(Recorded data)
========================================================================
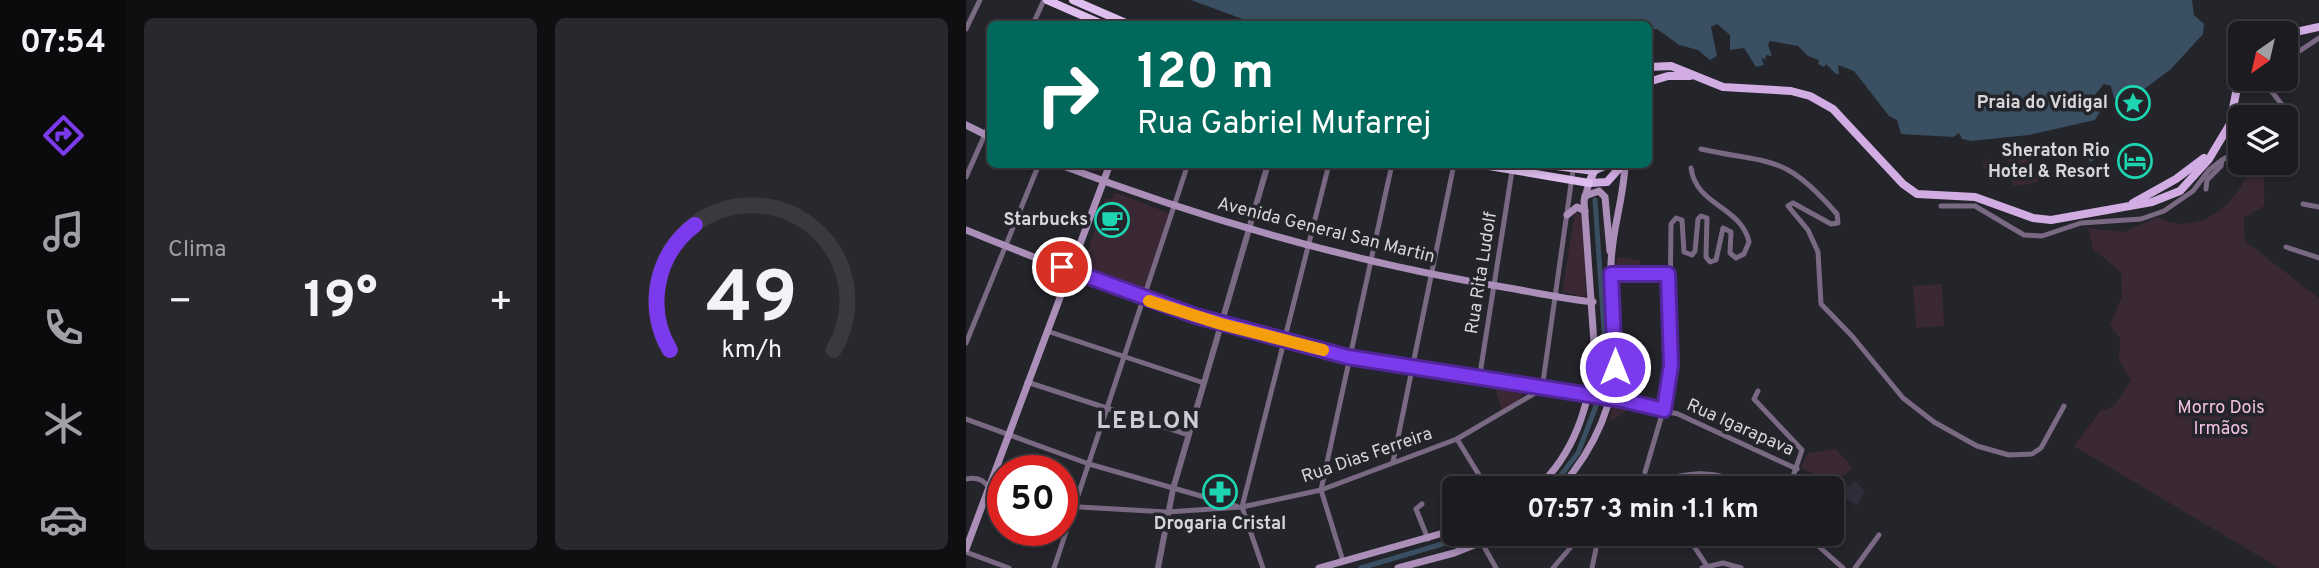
<!DOCTYPE html>
<html lang="pt">
<meta charset="utf-8">
<style>
:root{--surface:#1b1b20;--page:#28282d;--text:#f1f3f6;--muted:#a0a1a5;--line:#39393e;--accent:#7c3aed}
body{margin:0;font-family:Overpass,sans-serif;background:var(--page);color:var(--text);height:100vh;display:flex;flex-direction:column;font-size:26px;white-space:nowrap}
*{box-sizing:border-box;margin:0}
p{font-size:23px;color:var(--muted)}
.icon{flex:none;width:38px;height:38px;fill:none;stroke:currentColor;stroke-width:2;stroke-linecap:round;stroke-linejoin:round}
.map{position:relative;flex:1;overflow:hidden}
.drawer{display:flex;flex-direction:column;gap:18px;padding:18px;background:#0f0f12;width:840px}
.drawer>*{flex:none}
.top-card{position:absolute;left:21px;top:21px;width:665px;height:147px;border-radius:10px;box-shadow:0 4px 10px #0003,0 0 0 2px var(--line);background:#00695c;color:#fff;overflow:hidden}
.needle{width:46px;rotate:214deg}
.controls{position:absolute;left:1262px;top:21px;display:grid;gap:14px}
.controls a{display:grid;place-items:center;width:70px;height:70px;border-radius:10px;background:var(--surface);box-shadow:0 4px 10px #0003,0 0 0 2px var(--line);font-size:35px}
.speed{position:absolute;left:21px;top:455px;display:flex;gap:14px;font-size:35px;font-weight:700;text-align:center}
.speed>*{display:grid;place-content:center;width:91px;height:91px;border-radius:50%;background:var(--surface);box-shadow:0 4px 10px #0003,0 0 0 2px var(--line);line-height:1}
.speed .limit{border:10px solid #d22;background:#fff;color:#111}
.pin{position:absolute;display:grid;place-items:center;width:60px;height:60px;color:#fff;margin:-30px;border:4px solid #fff;border-radius:50%;box-shadow:0 2px 7px #0007}
.me{position:absolute;width:77px;margin:-38px;rotate:0deg;stroke-linejoin:round;filter:drop-shadow(0 0 5px #0008)}
.turn{display:flex;align-items:center;gap:24px;height:147px;padding:0 35px;font-size:32px}
.turn .icon{width:91px;height:91px;stroke-width:2.5}
.turn b{display:block;font-size:49px;line-height:60px}
.big{font-size:52px;font-weight:700;line-height:1.1}
.drawer .widget{flex:1;display:flex;flex-direction:column;justify-content:center;gap:10px;min-width:0;padding:0 24px;border-radius:10px;background:var(--page)}
.drawer .dial{align-items:center;gap:0}
.dial svg{height:182px;overflow:visible;fill:none;stroke:var(--line);stroke-width:7;stroke-linecap:round;text-anchor:middle}
.dial text{fill:var(--text);stroke:none}
.heat{display:flex;justify-content:space-between;align-items:center;font-size:38px;direction:ltr}
.drawer .tiles{flex:1;display:grid;gap:18px;grid-template-columns:repeat(2,1fr)}
.trip{position:absolute;left:476px;top:476px;width:402px;height:70px;border-radius:10px;background:var(--surface);box-shadow:0 4px 10px #0003,0 0 0 2px var(--line);font-weight:700;line-height:70px;text-align:center}
main{display:flex;flex:1;min-height:0}
.tabs{display:flex;flex-direction:column;width:126px;justify-content:space-around;align-items:center;background:#0b0b0d;color:var(--muted)}
.tabs .icon{width:49px;height:49px}
.tabs .selected{color:var(--accent)}
.tabs b{font-size:32px;color:var(--text)}
.map>svg:first-child{display:block}
.built{fill:#2e2d39}
.green{fill:#3a2835}
.water{fill:#3a4f61}
.lines{fill:none;stroke-linecap:round;stroke-linejoin:round}
.canal{stroke:#3a4f61;stroke-width:5}
.minor{stroke:#7a6983;stroke-width:5}
.tertiary{stroke:#7a6983;stroke-width:6}
.secondary{stroke:#ab8fb9;stroke-width:7}
.primary{stroke:#d2ade4;stroke-width:8}
.trunk{stroke:#debeee;stroke-width:8}
.route-casing{stroke:#51269a;stroke-width:18}
.route{stroke:#7c3aed;stroke-width:12}
.slow{stroke:#f59e0b;stroke-width:12}
.labels{text-anchor:middle;dominant-baseline:central;stroke-width:7;stroke-linejoin:round;paint-order:stroke}
.poi-label{font-size:18px;font-weight:bold;fill:#d7d6db;stroke:#24242b;text-anchor:end}
.street-label{font-size:18px;fill:#d7d6db;stroke:#24242b}
.park-label{font-size:18px;fill:#f1c0e2;stroke:#24242b}
.district-label{font-size:24px;font-weight:bold;letter-spacing:2px;fill:#cdccd5;stroke:#24242b}
</style>
<main>
<nav class="tabs">
<b>07:54</b>
<svg class="icon selected" aria-label="directions" viewBox="0 0 24 24"><path d="M12 3l9 9-9 9-9-9zM9 14v-3h6M13 9l2 2-2 2"/></svg>
<svg class="icon" aria-label="music" viewBox="0 0 24 24"><path d="M9 18V5l10-2v13"/><circle cx="6" cy="18" r="3"/><circle cx="16" cy="16" r="3"/></svg>
<svg class="icon" aria-label="phone" viewBox="0 0 24 24"><path d="M5 4h4l2 5-3 2q2 4 5 5l2-3 5 2v4C11 20 4 13 5 4z"/></svg>
<svg class="icon" aria-label="climate" viewBox="0 0 24 24"><path d="M12 3v18M4 7l16 10M4 17L20 7"/></svg>
<svg class="icon" aria-label="car" viewBox="0 0 24 24"><path d="M5 17H2v-5l4-1 3-4h7l3 4 3 1v5h-3M9 17h6M6 11h13"/><circle cx="7" cy="17" r="2"/><circle cx="17" cy="17" r="2"/></svg>
</nav>
<section class="drawer">
<div class="tiles">
<div class="widget"><p>Clima</p>
<div class="heat"><a>−</a><b class="big">19°</b><a>+</a></div>
</div>
<div class="widget dial"><svg viewBox="0 0 100 80">
<path d="M14 69A42 42 0 1 1 86 69"/>
<path d="M14 69A42 42 0 0 1 25 14" stroke="#7c3aed"/>
<text x="50" y="56" font-size="32" font-weight="700">49</text>
<text x="50" y="72" font-size="11">km/h</text>
</svg></div>
</div>
</section>
<div class="map">
<svg width="1353" height="568" viewBox="0 0 1353 568">
<rect width="100%" height="100%" fill="#24242b"/>
<path class="built" d="M890,481L899,492L891,506L878,497L875,490Z"/>
<g class="green">
<path d="M1067,155L1072,182L1047,186L1042,159Z"/>
<path d="M1022,158L1042,173L1035,181L1016,166Z"/>
<path d="M1285,163H1299L1298,206L1278,218L1279,241L1353,298V568H1313L1108,446L1134,411L1147,407L1165,381L1153,360L1154,339L1144,325L1156,296L1155,272L1127,249L1122,228L1158,232L1191,217C1232,239 1275,203 1285,163Z"/>
<path d="M148,192L203,213L178,293L116,269L139,199L147,198Z"/>
<path d="M609,212L617,216L620,297L596,292Z"/>
<path d="M651,257L674,260L673,272L650,269Z"/>
<path d="M976,284L978,326L950,328L947,286Z"/>
<path d="M650,381L663,385L671,397L667,407L644,421Z"/>
<path d="M529,388L555,393L557,395L536,412Z"/>
<path d="M870,449L887,468L866,484L835,467L842,453Z"/>
</g>
<g class="water">
<path d="M225,0H1226L1228,15L1238,24L1237,34L1205,69L1177,90L1152,100L1148,98L1145,86L1138,84L1128,96L1138,105L1129,120L1063,135L1005,141L996,139L993,133L987,137L935,134L931,120L923,116L888,71L872,65L873,74H870L860,64L858,67L852,64L853,60L842,56L832,46L804,41L802,45L806,56L800,55L799,60L795,57L798,65L790,67L778,48L764,50V35L751,24L745,27L751,56L744,60L732,50L713,45L691,29H685L686,38L682,24L653,22L646,24H290Z"/>
<path d="M1134,142L1141,153L1124,162L1119,151Z"/>
</g>
<g class="lines">
<g class="canal">
<path d="M629,200L640,359L637,387"/>
<path d="M585,488L612,453L630,406"/>
<path d="M395,568L510,534"/>
</g>
<g class="minor">
<path d="M67,24L78,0"/>
<path d="M0,29L14,0"/>
<path d="M1320,60L1353,38"/>
<path d="M1300,79L1302,87L1321,111L1320,138"/>
<path d="M735,149C807,165 818,153 871,214L872,223L865,224L827,203L822,206L842,230L852,252L855,304L886,336L937,398L968,422L1011,446L1043,455L1066,454L1075,448L1098,406"/>
<path d="M0,177L24,123"/>
<path d="M1240,189L1241,180L1255,166L1256,160L1274,150"/>
<path d="M1337,204L1353,207"/>
<path d="M975,206H1009L1058,235L1076,236L1115,223L1175,219L1198,211L1227,191L1243,170L1256,160"/>
<path d="M1320,247L1353,258"/>
<path d="M645,274H702"/>
<path d="M81,331L238,383"/>
<path d="M0,343L73,164"/>
<path d="M513,380L546,171"/>
<path d="M61,382L223,435"/>
<path d="M792,391L788,399L836,450L823,488"/>
<path d="M645,399L712,414L831,469"/>
<path d="M0,419L123,464L270,506"/>
<path d="M491,439L521,488"/>
<path d="M427,462L488,164"/>
<path d="M679,472L703,391L705,224L710,218L716,220L718,252L726,255L729,251L732,219L735,216L741,218L740,257L744,262L750,260L757,228L765,232L764,253L770,258L778,254L783,242C775,206 730,206 725,168"/>
<path d="M0,479C22,474 22,493 37,501"/>
<path d="M678,488C717,471 749,467 786,488"/>
<path d="M866,496L869,492"/>
<path d="M456,504L450,509L462,539"/>
<path d="M96,506L201,512L276,507L355,490L491,439L576,389L607,170"/>
<path d="M720,534L741,566"/>
<path d="M839,534L877,568"/>
<path d="M516,543L530,568"/>
<path d="M0,552L43,568"/>
<path d="M377,561L355,490L426,164"/>
<path d="M88,568L222,164"/>
<path d="M297,568L276,507L363,164"/>
<path d="M587,568L616,534"/>
<path d="M626,568L633,534"/>
<path d="M736,568L757,563L775,568"/>
<path d="M889,568L913,535"/>
</g>
<path class="tertiary" d="M192,568L207,489L302,164"/>
<g class="secondary">
<path d="M0,125L24,137"/>
<path d="M92,164C239,220 388,263 543,288C571,293 599,299 627,302"/>
<path d="M619,196L633,191L639,197L644,251"/>
<path d="M601,215L611,207L619,211"/>
<path d="M0,230C125,281 251,327 382,357C469,376 557,385 645,399"/>
<path d="M627,382L633,390H642L647,385"/>
<path d="M571,488C609,453 622,407 629,357L618,201L623,183"/>
<path d="M594,488C629,449 651,400 650,347C649,320 644,293 645,266C645,232 658,199 659,164"/>
<path d="M0,549L144,164"/>
<path d="M353,568L488,530"/>
<path d="M432,568L488,553L536,534"/>
</g>
<g class="primary">
<path d="M1320,34L1353,27"/>
<path d="M682,67L705,66L757,87L825,91L844,96L867,109L937,184L951,194L1009,197L1067,218L1085,220L1186,202L1214,191L1243,159L1264,124L1274,72"/>
<path d="M682,82L702,76H724"/>
<path d="M643,164L628,171L623,183L641,182L657,164"/>
<path d="M1167,203L1210,179L1238,158"/>
</g>
<g class="trunk">
<path d="M81,0L136,24"/>
<path d="M107,0L162,24"/>
<path d="M511,164L623,183"/>
<path d="M575,164L628,171"/>
</g>
</g>
<g class="lines">
<g class="route-casing">
<path id="route" d="M96,267L230,316L382,357L656,400L698,410L705,365L702,274H645L649,367"/>
</g>
<use href="#route" class="route"/>
<path class="slow" d="M183,301L255,324L357,350"/>
</g>
<defs>
<g id="sight-ring" transform="scale(1.75)"><circle r="9.5" fill="#24242b" stroke="#1dd5b1" stroke-width="1.5"/><path d="M0-6L1.8-2.2L6-1.7L2.9 1.2L3.7 5.4L0 3.3L-3.7 5.4L-2.9 1.2L-6-1.7L-1.8-2.2Z" fill="#1dd5b1"/></g>
<g id="hotel-ring" transform="scale(1.75)"><circle r="9.5" fill="#24242b" stroke="#1dd5b1" stroke-width="1.5"/><path d="M-6-4.5h1.5V1H6V5H4.5V3h-9V5H-6ZM-4 0a1.8 1.8 0 1 1 3.6 0ZM.5 0V-2.5h3Q6-2.5 6 0Z" fill="#1dd5b1"/></g>
<g id="cafe-ring" transform="scale(1.75)"><circle r="9.5" fill="#24242b" stroke="#1dd5b1" stroke-width="1.5"/><path d="M-5.5-4.5H6V0H3Q3 3.5 0 3.5H-2.5Q-5.5 3.5-5.5 0ZM3-3.2v2h1.7v-2ZM-6 4.5H4V6H-6Z" fill="#1dd5b1"/></g>
<g id="pharmacy-ring" transform="scale(1.75)"><circle r="9.5" fill="#24242b" stroke="#1dd5b1" stroke-width="1.5"/><path d="M-2-6h4v4h4v4h-4v4h-4v-4h-4v-4h4Z" fill="#1dd5b1"/></g>
</defs>
<g fill-rule="evenodd">
<use href="#sight-ring" x="1167" y="103"/>
<use href="#hotel-ring" x="1169" y="161"/>
<use href="#cafe-ring" x="146" y="220"/>
<use href="#pharmacy-ring" x="254" y="492"/>
</g>
<g class="labels">
<g class="poi-label">
<text x="1142" y="103">Praia do Vidigal</text>
<text x="1144" y="151">Sheraton Rio<tspan x="1144" dy="21">Hotel &amp; Resort</tspan></text>
<text x="122" y="220">Starbucks</text>
<text x="254" y="524" text-anchor="middle">Drogaria Cristal</text>
</g>
<g class="street-label">
<text transform="translate(360 231) rotate(14)">Avenida General San Martin</text>
<text transform="translate(516 273) rotate(-81)">Rua Rita Ludolf</text>
<text transform="translate(774 428) rotate(24)">Rua Igarapava</text>
<text transform="translate(401 456) rotate(-19)">Rua Dias Ferreira</text>
</g>
<g class="park-label">
<text x="1255" y="408">Morro Dois<tspan x="1255" dy="21">Irmãos</tspan></text>
</g>
<g class="district-label">
<text x="183" y="422">LEBLON</text>
</g>
</g>
</svg>
<div class="controls">
<a><svg class="needle" viewBox="-14 -14 28 28"><path d="M0-13l5 13h-10z" fill="#e53935"/><path d="M0 13l5-13h-10z" fill="#a0a1a5"/></svg></a>
<a><svg class="icon" aria-label="layers" viewBox="0 0 24 24"><path d="M12 4l9 5-9 5-9-5zM3 14l9 5 9-5"/></svg></a>
</div>
<div class="speed"><div class="limit">50</div></div>
<div class="pin" style="left:96px;top:267px;background:#d93025"><svg class="icon" aria-label="arrive" viewBox="0 0 24 24"><path d="M6 21V4h12l-3 4 3 4H6"/></svg></div>
<svg class="me" style="left:649px;top:367px" viewBox="-20 -20 40 40"><circle r="17" fill="#7c3aed" stroke="#fff" stroke-width="3"/><path d="M0-11L8 9 0 5-8 9z" fill="#fff"/></svg>
<div class="trip">07:57 · 3 min · 1.1 km</div>
<div class="top-card">
<div class="turn"><svg class="icon" aria-label="right" viewBox="0 0 24 24"><path d="M7 20v-9h11M14 6l5 5-5 5"/></svg><div><b>120 m</b>Rua Gabriel Mufarrej</div></div>
</div>
</div>
</main>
========================================================================
#### TASK PROMPT:
Count every line above that holds the word "card", and state the number and nothing more.

#### SOLVED EXERCISE:
2